Go through the records, and copy each line in which the string "circle" is present.

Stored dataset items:
# # # # # # #
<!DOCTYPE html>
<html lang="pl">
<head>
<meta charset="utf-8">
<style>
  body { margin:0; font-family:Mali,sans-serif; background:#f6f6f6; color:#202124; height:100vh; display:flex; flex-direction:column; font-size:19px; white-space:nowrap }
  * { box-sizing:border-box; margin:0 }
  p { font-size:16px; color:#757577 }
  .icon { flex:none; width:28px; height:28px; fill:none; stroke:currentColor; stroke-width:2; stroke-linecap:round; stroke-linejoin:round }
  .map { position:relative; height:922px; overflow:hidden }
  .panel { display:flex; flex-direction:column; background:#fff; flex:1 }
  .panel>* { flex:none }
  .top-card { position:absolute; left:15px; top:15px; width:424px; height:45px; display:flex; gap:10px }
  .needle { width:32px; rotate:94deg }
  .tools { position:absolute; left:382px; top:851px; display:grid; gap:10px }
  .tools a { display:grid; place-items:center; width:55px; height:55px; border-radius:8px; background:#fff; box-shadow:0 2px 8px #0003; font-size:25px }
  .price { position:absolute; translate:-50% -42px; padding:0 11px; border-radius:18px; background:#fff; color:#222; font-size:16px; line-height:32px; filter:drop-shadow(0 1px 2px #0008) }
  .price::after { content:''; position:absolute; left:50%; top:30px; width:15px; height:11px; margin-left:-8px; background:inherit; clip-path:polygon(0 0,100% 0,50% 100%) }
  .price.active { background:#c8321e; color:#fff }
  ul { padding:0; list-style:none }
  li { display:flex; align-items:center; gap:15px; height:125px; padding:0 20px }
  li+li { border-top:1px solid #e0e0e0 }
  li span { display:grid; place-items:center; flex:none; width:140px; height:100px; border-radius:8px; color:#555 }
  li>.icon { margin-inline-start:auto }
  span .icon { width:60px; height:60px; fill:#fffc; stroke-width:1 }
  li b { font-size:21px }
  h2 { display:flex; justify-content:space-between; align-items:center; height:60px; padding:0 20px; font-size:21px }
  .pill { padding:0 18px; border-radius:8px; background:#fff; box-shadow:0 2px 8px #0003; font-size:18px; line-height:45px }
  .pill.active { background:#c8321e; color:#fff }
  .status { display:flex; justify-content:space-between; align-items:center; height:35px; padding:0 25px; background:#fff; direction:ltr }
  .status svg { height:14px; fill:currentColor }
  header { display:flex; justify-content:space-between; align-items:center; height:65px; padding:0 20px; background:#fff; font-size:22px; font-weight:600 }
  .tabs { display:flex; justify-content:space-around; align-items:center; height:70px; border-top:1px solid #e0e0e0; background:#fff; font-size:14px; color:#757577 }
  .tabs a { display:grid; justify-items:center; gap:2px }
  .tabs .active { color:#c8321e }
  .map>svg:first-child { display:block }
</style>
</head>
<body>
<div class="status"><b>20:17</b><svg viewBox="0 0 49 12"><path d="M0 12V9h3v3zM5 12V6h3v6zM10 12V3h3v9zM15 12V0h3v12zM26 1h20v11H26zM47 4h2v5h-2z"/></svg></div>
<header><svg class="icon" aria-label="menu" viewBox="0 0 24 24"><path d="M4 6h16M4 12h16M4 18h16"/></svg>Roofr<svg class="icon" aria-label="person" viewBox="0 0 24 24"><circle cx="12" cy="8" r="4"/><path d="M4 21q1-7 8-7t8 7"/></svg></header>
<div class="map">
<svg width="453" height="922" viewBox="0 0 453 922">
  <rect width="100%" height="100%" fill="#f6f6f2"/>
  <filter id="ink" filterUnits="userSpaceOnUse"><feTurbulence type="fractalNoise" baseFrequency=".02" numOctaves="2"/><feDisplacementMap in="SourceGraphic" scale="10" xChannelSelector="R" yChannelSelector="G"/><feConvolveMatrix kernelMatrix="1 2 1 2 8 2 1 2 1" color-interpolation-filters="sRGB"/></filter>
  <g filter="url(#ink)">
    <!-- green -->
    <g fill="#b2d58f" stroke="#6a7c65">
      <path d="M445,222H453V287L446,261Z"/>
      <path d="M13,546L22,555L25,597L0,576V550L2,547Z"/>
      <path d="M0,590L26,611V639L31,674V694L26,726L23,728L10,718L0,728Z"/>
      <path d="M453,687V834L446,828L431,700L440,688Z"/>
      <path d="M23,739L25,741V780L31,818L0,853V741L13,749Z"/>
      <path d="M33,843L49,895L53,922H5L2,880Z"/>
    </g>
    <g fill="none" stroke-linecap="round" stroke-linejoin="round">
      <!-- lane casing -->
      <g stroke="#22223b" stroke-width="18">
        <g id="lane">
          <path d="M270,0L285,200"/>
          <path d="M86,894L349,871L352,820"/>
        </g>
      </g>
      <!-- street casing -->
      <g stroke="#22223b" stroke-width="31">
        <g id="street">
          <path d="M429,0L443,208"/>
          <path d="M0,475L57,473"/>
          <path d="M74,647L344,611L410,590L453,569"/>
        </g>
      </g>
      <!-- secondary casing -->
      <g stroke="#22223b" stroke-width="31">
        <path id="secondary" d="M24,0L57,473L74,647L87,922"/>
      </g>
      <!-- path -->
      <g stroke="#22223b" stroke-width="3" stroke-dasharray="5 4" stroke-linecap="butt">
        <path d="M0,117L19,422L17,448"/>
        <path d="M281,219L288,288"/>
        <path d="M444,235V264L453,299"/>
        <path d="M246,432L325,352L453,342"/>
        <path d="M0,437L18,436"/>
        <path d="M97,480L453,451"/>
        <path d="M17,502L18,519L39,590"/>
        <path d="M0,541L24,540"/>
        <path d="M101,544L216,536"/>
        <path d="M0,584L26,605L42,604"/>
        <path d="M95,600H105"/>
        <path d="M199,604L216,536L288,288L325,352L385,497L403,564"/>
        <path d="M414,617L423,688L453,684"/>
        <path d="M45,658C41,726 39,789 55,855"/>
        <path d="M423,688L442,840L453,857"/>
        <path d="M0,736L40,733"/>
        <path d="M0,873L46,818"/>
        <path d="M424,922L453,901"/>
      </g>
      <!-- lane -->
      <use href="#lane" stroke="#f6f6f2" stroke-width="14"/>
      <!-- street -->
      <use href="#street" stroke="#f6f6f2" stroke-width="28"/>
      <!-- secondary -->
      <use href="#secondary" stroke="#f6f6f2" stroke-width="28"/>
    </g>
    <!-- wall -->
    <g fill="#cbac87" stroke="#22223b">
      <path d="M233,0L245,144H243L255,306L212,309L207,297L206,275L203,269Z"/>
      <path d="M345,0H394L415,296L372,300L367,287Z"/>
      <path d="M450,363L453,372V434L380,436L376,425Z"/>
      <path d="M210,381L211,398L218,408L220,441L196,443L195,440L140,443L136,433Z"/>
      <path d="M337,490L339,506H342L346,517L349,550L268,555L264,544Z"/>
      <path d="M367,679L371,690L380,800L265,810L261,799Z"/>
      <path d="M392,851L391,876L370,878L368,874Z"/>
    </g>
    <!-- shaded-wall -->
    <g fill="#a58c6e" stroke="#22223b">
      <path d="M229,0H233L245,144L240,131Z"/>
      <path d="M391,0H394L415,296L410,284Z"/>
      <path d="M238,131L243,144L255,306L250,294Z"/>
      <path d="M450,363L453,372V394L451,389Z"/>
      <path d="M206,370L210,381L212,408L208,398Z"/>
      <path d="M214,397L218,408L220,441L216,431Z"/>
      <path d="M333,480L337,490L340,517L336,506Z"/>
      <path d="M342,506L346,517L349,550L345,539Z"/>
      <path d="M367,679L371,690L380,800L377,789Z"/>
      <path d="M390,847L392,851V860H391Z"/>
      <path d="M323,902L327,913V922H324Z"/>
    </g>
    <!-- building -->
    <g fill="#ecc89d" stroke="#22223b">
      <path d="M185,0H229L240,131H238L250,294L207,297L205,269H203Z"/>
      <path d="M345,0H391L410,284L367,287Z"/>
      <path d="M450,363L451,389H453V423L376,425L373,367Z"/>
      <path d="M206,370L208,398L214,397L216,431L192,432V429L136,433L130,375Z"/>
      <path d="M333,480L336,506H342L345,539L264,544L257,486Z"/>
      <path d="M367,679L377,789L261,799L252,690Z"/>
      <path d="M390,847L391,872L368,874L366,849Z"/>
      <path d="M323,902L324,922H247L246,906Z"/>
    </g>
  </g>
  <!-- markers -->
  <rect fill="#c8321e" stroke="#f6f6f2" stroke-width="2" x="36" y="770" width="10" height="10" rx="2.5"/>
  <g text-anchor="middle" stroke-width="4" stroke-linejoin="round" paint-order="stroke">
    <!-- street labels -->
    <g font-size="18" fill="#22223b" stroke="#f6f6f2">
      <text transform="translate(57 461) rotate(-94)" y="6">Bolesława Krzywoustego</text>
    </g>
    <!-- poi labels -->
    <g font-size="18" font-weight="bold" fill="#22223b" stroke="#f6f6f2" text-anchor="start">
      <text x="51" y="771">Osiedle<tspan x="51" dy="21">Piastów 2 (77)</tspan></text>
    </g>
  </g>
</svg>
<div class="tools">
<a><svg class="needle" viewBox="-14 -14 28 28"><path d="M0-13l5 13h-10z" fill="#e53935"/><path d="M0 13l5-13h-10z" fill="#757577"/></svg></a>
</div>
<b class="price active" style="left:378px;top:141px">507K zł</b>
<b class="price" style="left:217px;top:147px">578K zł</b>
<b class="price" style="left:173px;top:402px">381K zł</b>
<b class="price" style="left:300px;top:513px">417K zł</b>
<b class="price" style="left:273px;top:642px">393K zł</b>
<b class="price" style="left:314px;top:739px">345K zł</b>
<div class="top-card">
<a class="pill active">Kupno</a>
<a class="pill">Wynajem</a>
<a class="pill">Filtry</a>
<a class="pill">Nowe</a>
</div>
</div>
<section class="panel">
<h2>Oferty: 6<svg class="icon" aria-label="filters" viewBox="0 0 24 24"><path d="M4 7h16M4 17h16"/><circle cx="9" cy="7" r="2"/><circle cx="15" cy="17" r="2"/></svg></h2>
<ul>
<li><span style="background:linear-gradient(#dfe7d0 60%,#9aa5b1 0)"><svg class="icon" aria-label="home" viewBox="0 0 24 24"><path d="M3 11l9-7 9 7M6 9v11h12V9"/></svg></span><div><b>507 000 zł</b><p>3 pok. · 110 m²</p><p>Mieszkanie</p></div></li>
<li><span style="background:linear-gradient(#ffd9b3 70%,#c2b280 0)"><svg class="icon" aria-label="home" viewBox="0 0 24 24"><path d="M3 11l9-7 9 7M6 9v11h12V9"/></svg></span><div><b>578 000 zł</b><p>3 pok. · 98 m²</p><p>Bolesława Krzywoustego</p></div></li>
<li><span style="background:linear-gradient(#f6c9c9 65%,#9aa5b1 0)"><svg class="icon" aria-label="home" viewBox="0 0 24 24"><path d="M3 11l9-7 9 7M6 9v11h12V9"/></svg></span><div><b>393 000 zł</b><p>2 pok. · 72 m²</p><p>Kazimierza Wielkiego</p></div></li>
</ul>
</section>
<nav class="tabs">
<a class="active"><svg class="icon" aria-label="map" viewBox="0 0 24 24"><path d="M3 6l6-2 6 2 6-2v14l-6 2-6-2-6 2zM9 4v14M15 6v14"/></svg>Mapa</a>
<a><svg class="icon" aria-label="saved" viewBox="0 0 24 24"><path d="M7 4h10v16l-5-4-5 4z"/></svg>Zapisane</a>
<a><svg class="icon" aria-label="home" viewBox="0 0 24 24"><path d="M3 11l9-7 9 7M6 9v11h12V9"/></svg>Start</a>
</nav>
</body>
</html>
# # # # # # #
Exercise solution ▸
<header><svg class="icon" aria-label="menu" viewBox="0 0 24 24"><path d="M4 6h16M4 12h16M4 18h16"/></svg>Roofr<svg class="icon" aria-label="person" viewBox="0 0 24 24"><circle cx="12" cy="8" r="4"/><path d="M4 21q1-7 8-7t8 7"/></svg></header>
<h2>Oferty: 6<svg class="icon" aria-label="filters" viewBox="0 0 24 24"><path d="M4 7h16M4 17h16"/><circle cx="9" cy="7" r="2"/><circle cx="15" cy="17" r="2"/></svg></h2>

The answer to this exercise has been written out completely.